Monday, January 18, 2010

Roasted Tomato Vegetable Sauce

By Kathryn Washburn Breighner

We have lots of jars of tomatoes in our pantry since we canned 65 quarts of them last summer. So in our usual 'eat out of the pantry as much as possible' mode, we have been creative with the tomatoes. Marty cooked up this dish yesterday. He's not one for following recipes or logging what he's concocted but this one needs to remembered.  He is a spontaneous cook and knows how to blend the flavors and it shows in this dish.

What he did was saute some vegetables--onions, celery, garlic, carrots--add some seasonings and two quarts of tomatoes and then slow roasted them in the oven for several hours. He then pounded some pork tenderloin into thin slices and sauteed those in olive oil and placed the pork on top of pasta and then smothered with the sauce. Great stuff!

3 medium onions, chopped
2 garlic cloves, minced
4 celery stalks, chopped
3 carrots, chopped
3 T olive oil
2 qts  canned tomatoes
1 t dried basil
1 t oregano
salt and pepper to taste

Saute the vegetables in olive oil until they begin to soften. Add the tomatoes and spices. Cover and bake in a 325 degree oven for 2 hours.

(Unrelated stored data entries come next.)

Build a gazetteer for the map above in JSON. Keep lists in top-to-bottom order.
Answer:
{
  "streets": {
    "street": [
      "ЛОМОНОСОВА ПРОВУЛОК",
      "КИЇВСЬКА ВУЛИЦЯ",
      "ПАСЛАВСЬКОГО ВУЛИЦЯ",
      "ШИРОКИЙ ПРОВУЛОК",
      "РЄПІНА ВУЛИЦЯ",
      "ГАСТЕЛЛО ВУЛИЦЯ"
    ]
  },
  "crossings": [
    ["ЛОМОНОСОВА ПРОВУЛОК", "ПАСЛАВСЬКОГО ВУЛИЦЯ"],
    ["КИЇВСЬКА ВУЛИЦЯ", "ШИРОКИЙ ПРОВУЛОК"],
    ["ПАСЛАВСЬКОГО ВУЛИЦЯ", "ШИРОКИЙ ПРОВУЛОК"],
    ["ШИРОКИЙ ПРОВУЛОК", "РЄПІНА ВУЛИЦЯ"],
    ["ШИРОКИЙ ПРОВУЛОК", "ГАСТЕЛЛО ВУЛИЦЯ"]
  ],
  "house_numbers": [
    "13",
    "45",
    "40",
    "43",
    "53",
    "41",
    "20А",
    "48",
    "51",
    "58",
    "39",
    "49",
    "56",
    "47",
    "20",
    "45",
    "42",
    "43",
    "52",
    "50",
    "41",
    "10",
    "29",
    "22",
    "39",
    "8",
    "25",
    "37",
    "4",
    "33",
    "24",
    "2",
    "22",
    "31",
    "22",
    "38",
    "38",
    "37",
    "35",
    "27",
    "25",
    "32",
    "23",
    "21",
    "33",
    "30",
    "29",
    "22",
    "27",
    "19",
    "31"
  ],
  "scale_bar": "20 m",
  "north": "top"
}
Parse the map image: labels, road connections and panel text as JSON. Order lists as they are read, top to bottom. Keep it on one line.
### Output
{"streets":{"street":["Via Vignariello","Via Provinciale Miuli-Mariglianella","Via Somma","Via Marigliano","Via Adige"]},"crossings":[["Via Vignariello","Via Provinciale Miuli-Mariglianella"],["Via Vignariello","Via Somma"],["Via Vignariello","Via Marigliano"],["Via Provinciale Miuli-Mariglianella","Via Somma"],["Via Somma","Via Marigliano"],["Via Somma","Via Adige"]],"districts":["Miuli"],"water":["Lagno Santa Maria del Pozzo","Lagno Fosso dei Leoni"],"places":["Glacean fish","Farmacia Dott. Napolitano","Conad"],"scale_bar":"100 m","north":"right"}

This makes a big pot of sauce. So for Day 2, I used the leftover sauce in a meat loaf. To 1 lb. of ground beef, I added 1 chopped onion, 1 egg, 3/4 c panko bread crumbs, and 2/3 c of roasted tomato vegetable sauce. I blended the mixture and packed tightly into a bread pan, topped with 1/3 c of sauce and baked for 45 min at 350 degrees.